Les villes et les politiques publiques se distinguent par leur capacité à faire face, non seulement à l’augmentation de la mobilité des personnes, mais à leurs attentes en matière de qualité de l’environnement, du cadre architectural, des équipements, des services, etc. Consolider ou reconstituer le « capital image » d'une ville, fabriquer une identité ou une marque grâce au marketing, renvoie pour une ville à la question : suis-je ou ne suis-je pas attractive ? Reste à établir des choix entre compétitivité, solidarité et équité.

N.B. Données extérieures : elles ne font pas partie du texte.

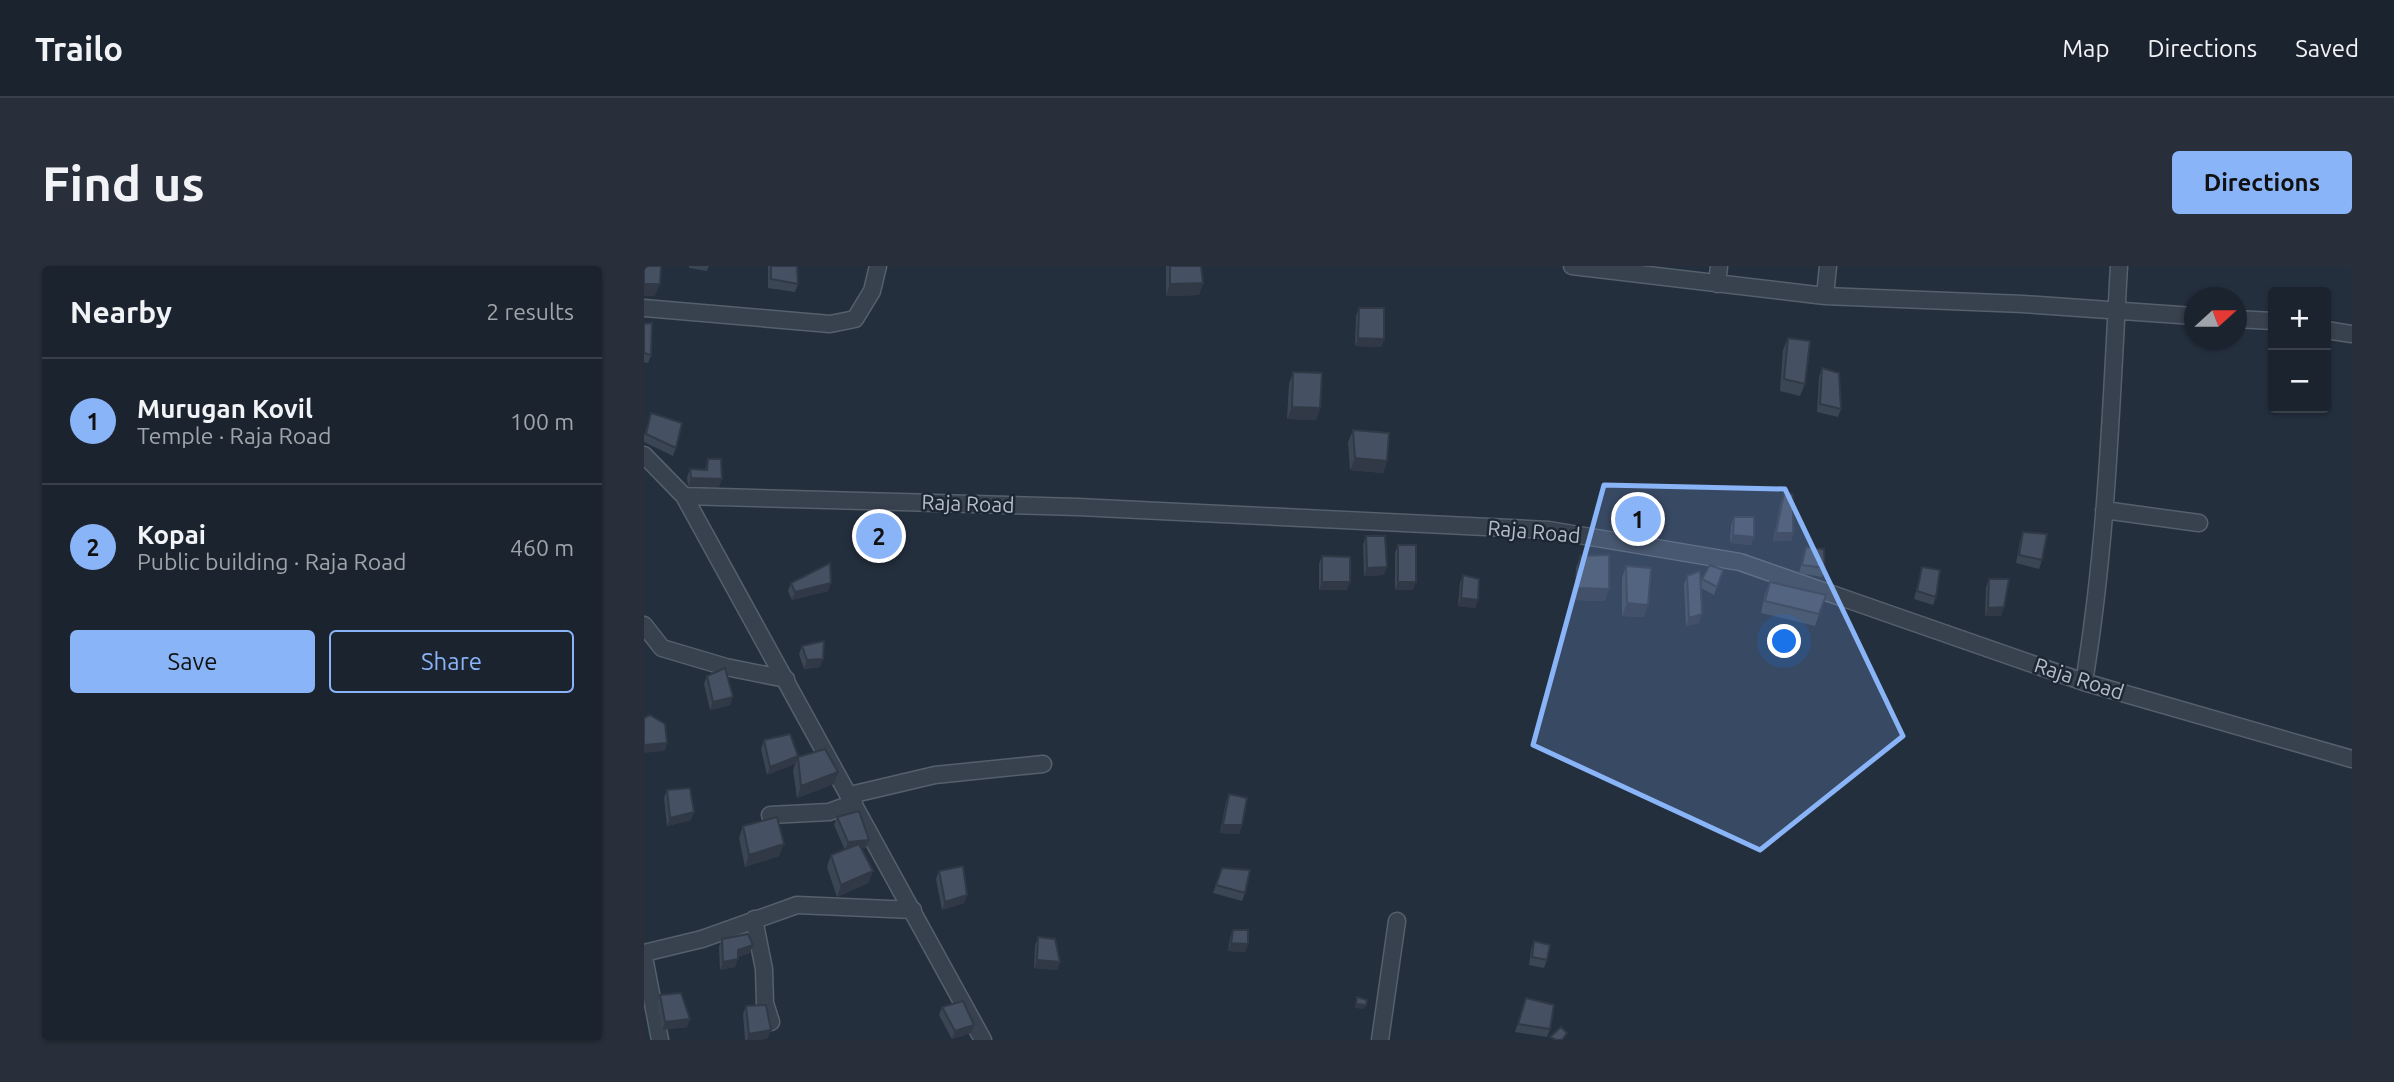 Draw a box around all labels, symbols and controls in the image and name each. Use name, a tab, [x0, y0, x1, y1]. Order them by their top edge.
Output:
text: Trailo	[35, 30, 123, 67]
text: Map	[2062, 35, 2109, 62]
text: Directions	[2147, 35, 2257, 62]
text: Saved	[2295, 35, 2359, 62]
button: Directions	[2172, 151, 2352, 214]
text: Find us	[42, 155, 205, 210]
north arrow	[2184, 287, 2247, 350]
map controls	[2268, 287, 2331, 413]
button: +	[2268, 287, 2331, 350]
text: Nearby	[70, 295, 172, 329]
text: 2 results	[486, 299, 574, 324]
button: −	[2268, 350, 2331, 413]
text: Murugan Kovil	[137, 394, 313, 423]
text: 1	[87, 409, 99, 434]
text: 100 m	[510, 409, 574, 434]
text: Temple · Raja Road	[137, 423, 331, 448]
street label: Raja Road	[921, 489, 1015, 517]
pin: 1	[1615, 493, 1661, 545]
pin: 2	[856, 510, 902, 562]
street label: Raja Road	[1487, 515, 1581, 547]
text: Kopai	[137, 520, 206, 549]
text: 2	[87, 535, 99, 560]
text: 460 m	[510, 535, 574, 560]
text: Public building · Raja Road	[137, 549, 407, 574]
your location	[1767, 624, 1801, 658]
button: Save	[70, 630, 315, 693]
button: Share	[329, 630, 574, 693]
street label: Raja Road	[2031, 652, 2127, 704] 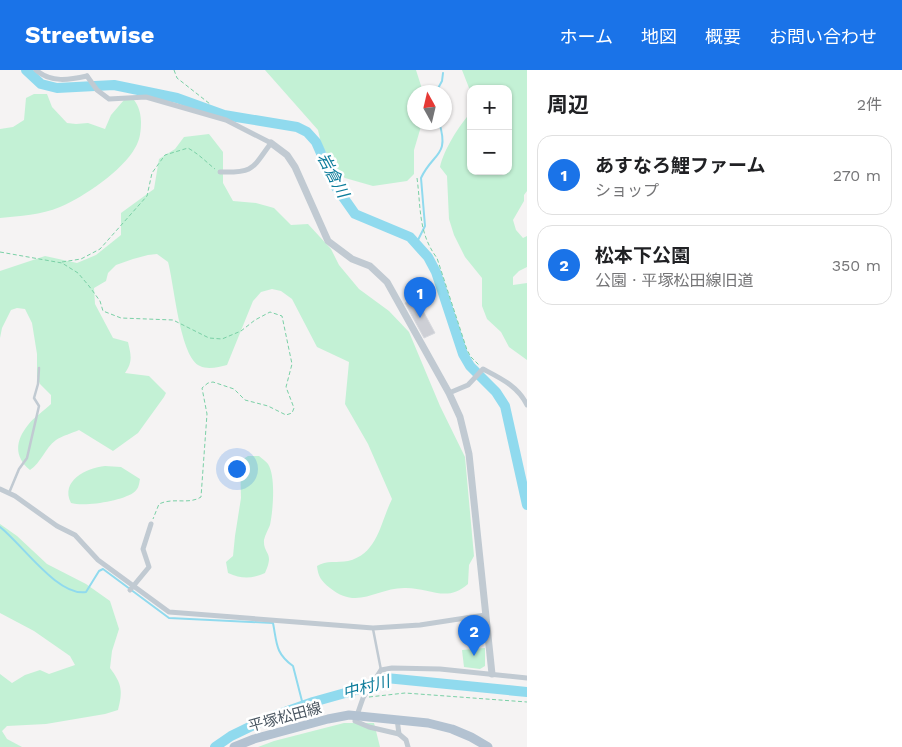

L'attractivité est un terme d'usage relativement neuf qui désigne à la fois de l’attrait, au sens de la séduction, et de l’attraction pour des populations, des professions, des villes, des régions, des implantations, etc. Elle est devenue aujourd'hui une notion primordiale, notamment pour les collectivités territoriales, en termes d’image, de réputation, d’économie.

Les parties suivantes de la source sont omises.